Jena langsung mengalihkan pandangannya dan menatap nanar.
"Tidak." jawab Jena.
"Ya sudah, makanlah dulu tidak usah menungguku pelayan pasti sudah memasak untukmu." titah Savero.
"Ya, baik."
Rey pun turun lalu membukakan pintu untuk Jena dan menutupnya lagi setelah Jena keluar. Rey kembali masuk ke dalam mobil dan melajukan mobilnya menjauh dari apartemen tersebut setelah memastikan Jena masuk.
Setelah sampai di dalam apartemen Jena langsung duduk di sofa dan menyalakan televisi lalu membuka martabak manis yang dia bawa tadi lalu mulai memakannya sambil menonton televisi.
Setelah puas Jena lalu beranjak dari tempat duduknya dan berjalan menuju ke kamarnya untuk mandi. Selesai mandi Jena langsung berjalan menuju ke meja makan untuk melihat makanan yang sudah disediakan oleh pelayan Savero di sana.
Jena pun segera duduk dan makan malam di ruangan itu sendirian. Setelah kenyang dan membereskan semuanya Jena lalu masuk ke kamarnya untuk istirahat.
Jena tidak langsung tidur dia memainkan layar ponselnya terlebih dahulu. Tidak lama Savero pulang dan duduk di sofa ruang tengah lalu membuka jasnya dan melemparkannya ke tepi sofa lalu melepaskan dasi yang dia pakai lalu membuka kancing kemejanya sampai ke pusar dan duduk menyandar di sofa tersebut.

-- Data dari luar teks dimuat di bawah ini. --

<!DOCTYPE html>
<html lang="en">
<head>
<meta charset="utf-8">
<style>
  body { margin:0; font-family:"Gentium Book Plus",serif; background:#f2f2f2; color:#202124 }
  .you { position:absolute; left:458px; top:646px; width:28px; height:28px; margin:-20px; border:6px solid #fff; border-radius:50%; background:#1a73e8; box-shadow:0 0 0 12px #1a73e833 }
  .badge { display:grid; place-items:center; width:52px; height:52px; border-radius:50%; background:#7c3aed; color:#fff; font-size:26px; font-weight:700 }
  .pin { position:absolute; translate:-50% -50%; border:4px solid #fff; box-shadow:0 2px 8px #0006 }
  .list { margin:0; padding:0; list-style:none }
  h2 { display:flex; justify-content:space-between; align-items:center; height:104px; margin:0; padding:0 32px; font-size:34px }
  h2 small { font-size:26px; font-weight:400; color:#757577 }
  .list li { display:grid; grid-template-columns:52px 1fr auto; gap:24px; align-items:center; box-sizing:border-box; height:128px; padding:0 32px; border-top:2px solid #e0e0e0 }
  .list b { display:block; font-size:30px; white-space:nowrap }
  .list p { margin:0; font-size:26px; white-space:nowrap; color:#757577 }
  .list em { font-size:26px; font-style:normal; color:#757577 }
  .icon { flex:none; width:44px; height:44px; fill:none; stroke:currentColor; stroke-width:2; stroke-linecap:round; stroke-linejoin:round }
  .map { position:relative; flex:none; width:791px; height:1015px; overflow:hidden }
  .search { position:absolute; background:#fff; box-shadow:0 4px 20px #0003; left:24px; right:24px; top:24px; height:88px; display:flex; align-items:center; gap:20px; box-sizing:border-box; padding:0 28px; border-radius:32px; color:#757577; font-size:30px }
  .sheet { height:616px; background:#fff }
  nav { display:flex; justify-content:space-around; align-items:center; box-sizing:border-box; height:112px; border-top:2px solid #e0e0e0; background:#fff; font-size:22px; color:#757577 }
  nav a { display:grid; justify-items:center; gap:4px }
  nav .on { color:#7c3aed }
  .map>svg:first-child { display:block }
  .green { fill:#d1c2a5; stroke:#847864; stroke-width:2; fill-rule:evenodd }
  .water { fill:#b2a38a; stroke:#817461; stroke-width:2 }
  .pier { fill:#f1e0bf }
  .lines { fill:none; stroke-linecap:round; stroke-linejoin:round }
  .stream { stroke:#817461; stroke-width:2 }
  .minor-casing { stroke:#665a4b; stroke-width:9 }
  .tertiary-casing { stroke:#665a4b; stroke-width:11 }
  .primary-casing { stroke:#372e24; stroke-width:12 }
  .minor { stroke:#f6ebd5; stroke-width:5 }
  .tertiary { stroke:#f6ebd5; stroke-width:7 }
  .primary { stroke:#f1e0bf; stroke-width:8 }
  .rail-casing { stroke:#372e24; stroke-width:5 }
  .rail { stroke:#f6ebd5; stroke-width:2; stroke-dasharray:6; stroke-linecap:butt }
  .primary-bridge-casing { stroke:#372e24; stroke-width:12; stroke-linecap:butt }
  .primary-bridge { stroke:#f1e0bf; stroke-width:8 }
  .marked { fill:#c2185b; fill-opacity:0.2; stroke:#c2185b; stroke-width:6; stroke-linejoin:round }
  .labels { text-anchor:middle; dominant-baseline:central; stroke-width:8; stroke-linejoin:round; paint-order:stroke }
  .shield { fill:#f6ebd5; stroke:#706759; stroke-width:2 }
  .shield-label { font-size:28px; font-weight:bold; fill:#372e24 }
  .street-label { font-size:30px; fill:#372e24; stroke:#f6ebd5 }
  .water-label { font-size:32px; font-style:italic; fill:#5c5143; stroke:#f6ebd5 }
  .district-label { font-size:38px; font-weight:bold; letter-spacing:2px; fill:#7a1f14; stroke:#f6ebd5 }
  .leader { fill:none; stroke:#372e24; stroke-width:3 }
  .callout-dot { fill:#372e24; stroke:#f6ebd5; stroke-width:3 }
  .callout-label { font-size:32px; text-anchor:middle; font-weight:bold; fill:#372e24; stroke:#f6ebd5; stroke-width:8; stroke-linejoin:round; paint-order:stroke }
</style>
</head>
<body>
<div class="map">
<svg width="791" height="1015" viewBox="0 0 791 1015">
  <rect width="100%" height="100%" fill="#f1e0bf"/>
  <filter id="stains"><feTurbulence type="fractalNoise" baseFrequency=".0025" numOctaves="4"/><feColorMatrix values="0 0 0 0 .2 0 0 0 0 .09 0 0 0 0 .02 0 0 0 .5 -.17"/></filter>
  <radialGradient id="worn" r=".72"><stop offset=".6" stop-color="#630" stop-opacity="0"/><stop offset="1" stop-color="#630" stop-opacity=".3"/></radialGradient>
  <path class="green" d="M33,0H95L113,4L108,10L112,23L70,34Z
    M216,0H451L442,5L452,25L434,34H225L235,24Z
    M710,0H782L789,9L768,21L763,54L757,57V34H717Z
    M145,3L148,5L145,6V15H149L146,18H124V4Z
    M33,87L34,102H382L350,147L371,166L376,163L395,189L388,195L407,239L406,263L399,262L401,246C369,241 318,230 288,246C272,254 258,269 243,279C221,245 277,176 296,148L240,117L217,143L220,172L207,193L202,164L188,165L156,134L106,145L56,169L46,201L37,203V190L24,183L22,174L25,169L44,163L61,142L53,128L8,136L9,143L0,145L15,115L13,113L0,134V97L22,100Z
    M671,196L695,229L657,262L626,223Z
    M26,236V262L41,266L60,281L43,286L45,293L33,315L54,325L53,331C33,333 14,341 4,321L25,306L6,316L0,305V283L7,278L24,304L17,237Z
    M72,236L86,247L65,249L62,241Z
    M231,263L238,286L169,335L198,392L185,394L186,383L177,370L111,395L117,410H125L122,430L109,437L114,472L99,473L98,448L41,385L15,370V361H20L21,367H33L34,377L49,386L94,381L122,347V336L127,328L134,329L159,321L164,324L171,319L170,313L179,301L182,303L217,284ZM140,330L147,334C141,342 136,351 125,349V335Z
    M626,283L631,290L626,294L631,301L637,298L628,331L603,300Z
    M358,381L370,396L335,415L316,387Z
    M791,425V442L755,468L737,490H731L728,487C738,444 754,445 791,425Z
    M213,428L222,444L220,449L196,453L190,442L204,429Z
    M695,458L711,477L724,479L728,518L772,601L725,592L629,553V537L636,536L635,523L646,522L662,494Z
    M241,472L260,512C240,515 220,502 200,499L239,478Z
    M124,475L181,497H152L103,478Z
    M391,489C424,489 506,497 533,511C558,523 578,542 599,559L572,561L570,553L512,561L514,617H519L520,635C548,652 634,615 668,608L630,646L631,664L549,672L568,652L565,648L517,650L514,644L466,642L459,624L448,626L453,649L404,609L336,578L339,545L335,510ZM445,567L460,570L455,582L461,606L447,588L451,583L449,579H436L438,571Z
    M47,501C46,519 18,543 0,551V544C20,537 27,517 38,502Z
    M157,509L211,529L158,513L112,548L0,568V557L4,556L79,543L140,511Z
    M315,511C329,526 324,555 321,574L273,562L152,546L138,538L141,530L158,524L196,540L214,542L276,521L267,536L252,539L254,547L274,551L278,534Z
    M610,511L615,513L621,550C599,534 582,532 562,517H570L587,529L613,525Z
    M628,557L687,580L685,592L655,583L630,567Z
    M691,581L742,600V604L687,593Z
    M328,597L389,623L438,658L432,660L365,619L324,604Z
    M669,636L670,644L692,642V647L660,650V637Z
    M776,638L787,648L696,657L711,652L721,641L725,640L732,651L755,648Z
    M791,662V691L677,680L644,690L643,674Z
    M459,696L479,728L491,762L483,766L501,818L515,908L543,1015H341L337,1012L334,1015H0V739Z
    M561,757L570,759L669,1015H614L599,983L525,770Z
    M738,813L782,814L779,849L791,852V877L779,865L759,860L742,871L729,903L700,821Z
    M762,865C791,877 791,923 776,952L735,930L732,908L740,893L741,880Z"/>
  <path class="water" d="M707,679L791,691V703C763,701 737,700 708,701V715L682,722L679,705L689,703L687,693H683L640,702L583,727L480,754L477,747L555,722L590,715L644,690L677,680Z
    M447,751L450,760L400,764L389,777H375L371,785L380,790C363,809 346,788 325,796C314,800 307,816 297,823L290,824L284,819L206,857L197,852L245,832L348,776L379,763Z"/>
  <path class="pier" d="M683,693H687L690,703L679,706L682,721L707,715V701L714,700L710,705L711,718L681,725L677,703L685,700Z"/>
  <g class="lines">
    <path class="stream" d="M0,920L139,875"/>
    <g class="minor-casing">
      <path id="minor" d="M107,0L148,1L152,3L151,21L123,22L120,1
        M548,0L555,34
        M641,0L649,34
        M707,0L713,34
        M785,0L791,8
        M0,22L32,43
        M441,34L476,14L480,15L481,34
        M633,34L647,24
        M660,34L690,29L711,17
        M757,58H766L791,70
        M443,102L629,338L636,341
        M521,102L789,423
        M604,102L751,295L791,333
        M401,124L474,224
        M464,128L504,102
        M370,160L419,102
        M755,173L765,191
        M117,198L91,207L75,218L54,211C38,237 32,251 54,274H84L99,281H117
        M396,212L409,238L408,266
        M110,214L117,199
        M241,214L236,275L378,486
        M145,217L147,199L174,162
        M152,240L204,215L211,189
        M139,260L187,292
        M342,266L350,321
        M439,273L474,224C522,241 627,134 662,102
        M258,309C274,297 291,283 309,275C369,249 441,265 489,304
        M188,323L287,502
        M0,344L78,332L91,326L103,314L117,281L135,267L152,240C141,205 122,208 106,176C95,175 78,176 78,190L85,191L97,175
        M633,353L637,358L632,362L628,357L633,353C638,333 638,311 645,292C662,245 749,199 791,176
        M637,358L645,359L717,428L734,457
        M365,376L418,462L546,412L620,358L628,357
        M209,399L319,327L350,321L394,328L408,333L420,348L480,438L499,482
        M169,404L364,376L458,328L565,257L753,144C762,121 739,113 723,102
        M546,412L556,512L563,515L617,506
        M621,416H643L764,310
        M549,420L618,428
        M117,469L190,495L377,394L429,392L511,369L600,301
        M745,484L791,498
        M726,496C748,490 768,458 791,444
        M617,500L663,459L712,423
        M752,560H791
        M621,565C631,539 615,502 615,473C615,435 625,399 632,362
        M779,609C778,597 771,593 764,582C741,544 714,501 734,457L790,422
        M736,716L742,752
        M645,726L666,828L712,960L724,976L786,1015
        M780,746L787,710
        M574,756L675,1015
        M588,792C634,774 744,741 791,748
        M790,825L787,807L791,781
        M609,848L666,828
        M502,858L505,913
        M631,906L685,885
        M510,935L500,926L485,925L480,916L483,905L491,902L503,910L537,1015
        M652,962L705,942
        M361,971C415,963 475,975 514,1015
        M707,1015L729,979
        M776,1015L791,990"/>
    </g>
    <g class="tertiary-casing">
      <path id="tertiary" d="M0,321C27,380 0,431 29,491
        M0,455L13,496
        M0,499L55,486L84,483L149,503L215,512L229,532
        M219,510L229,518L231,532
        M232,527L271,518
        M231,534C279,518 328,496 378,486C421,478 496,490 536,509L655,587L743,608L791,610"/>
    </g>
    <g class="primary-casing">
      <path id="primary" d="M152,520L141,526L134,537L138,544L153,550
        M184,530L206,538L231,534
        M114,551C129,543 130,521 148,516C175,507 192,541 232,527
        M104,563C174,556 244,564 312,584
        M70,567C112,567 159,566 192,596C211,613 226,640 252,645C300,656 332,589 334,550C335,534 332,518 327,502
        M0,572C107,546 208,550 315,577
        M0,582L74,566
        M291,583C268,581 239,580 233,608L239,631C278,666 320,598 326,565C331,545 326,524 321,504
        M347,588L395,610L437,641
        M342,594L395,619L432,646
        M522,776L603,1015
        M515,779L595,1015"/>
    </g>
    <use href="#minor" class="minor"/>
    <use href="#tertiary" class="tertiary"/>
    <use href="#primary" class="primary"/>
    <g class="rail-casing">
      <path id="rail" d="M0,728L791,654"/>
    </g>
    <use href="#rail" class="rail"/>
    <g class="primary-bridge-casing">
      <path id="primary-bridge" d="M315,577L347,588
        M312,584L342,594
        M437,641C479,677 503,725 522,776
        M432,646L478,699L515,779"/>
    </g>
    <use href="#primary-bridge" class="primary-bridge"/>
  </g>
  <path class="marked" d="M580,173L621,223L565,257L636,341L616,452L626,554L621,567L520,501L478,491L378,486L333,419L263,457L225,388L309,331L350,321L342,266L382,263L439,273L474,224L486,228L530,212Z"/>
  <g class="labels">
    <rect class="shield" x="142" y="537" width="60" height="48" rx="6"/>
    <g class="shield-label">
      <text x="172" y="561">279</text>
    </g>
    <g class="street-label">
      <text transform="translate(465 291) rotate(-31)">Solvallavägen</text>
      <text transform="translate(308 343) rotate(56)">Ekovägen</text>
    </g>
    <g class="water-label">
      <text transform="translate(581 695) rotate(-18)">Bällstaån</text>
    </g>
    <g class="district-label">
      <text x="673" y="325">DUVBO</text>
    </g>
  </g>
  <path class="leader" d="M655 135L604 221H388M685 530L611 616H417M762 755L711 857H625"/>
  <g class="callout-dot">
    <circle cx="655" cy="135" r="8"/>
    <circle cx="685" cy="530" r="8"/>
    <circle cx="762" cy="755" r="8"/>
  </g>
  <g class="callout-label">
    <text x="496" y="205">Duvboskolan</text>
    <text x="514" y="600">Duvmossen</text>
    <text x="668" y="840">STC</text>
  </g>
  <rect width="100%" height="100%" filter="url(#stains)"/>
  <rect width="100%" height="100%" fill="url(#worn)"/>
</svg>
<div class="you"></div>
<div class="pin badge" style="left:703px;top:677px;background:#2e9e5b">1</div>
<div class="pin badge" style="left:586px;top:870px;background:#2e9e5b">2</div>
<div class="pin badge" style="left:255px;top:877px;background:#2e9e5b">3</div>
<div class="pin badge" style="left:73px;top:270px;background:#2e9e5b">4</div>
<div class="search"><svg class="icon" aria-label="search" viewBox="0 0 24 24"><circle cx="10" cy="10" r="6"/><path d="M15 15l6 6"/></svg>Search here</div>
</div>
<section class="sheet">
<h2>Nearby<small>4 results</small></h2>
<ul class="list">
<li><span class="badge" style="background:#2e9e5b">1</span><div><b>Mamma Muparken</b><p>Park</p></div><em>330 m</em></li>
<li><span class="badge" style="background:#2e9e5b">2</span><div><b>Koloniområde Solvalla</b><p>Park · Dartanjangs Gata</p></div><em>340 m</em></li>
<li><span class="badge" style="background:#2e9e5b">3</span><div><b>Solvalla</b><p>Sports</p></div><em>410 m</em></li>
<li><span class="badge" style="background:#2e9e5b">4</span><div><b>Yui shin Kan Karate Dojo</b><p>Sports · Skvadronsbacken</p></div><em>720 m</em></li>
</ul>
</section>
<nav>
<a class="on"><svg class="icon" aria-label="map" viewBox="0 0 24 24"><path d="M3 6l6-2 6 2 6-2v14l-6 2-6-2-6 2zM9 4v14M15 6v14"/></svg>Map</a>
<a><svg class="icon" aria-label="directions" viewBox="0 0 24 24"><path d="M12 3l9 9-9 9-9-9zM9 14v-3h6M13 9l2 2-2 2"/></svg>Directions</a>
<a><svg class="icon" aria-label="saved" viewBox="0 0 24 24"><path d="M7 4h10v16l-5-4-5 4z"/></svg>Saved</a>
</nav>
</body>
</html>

"Jena?" teriak Savero dari sana.
"Hmm..!! Ya Tuan." jawab Jena dari arah kamar.
"Kemari lah." titah Savero.
Jena memutar bola matanya dengan malas lalu beranjak dari tempat tidurnya.
"Kenapa orang itu selalu saja membuat pekerjaan untuk orang lain!" umpat Jena.
Dengan langkah yang kesal Jena berjalan menemui Savero.
"Ada apa Tuan?" tanya Jena yang kini berdiri di depan Savero menggunakan baju tipis yang memperlihatkan bentuk tubuhnya yang sangat indah.
Savero menatap Jena lekat-lekat dari atas sampai bawah.
"Duduk!" titah Savero.
Dengan terpaksa Jena menuruti keinginan Savero lalu duduk di sebelah pria tampan itu.
"Kenapa kamu tidak memakai baju malam yang aku belikan?" tanya Savero.
"Aku kan sudah bilang, aku tidak mau! Tuan saja yang memaksa." ucap Jena ketus.
"Tapi aku ini suamimu, kamu harus menuruti semua perintah ku!" tekan Savero.
"Tapi aku tidak pernah minta Tuan untuk membelikannya untukku." jawab Jena.
"Kamu memang tidak memintanya tapi aku ini suamimu dan aku berhak menentukan apa yang akan kamu pakai!" tegas Savero.
Jena merasa sangat kesal karena lagi-lagi Savero menggunakan statusnya sebagai suami untuk mengatur Jena. Jena membuang nafasnya dengan kasar.
"Kalau begitu Tuan saja yang pakai sendiri!" ucap Jena lalu berdiri dari tempat duduknya dan berjalan melewati Savero.
Namun dengan sigap Savero langsung meraih lengan Jena dan menariknya membuat Jena kaget, terseret mundur dan akhirnya jatuh dipangkuan Savero sambil memegang pundaknya.
Dengan hati yang berdebar di iringi dada yang naik turun kini keduanya saling berhadapan menatap mata satu sama lain dalam-dalam. Tanpa basa-basi Savero mengikis jarak diantara mereka menciptakan ciuman yang indah dan mulai bermain di sana.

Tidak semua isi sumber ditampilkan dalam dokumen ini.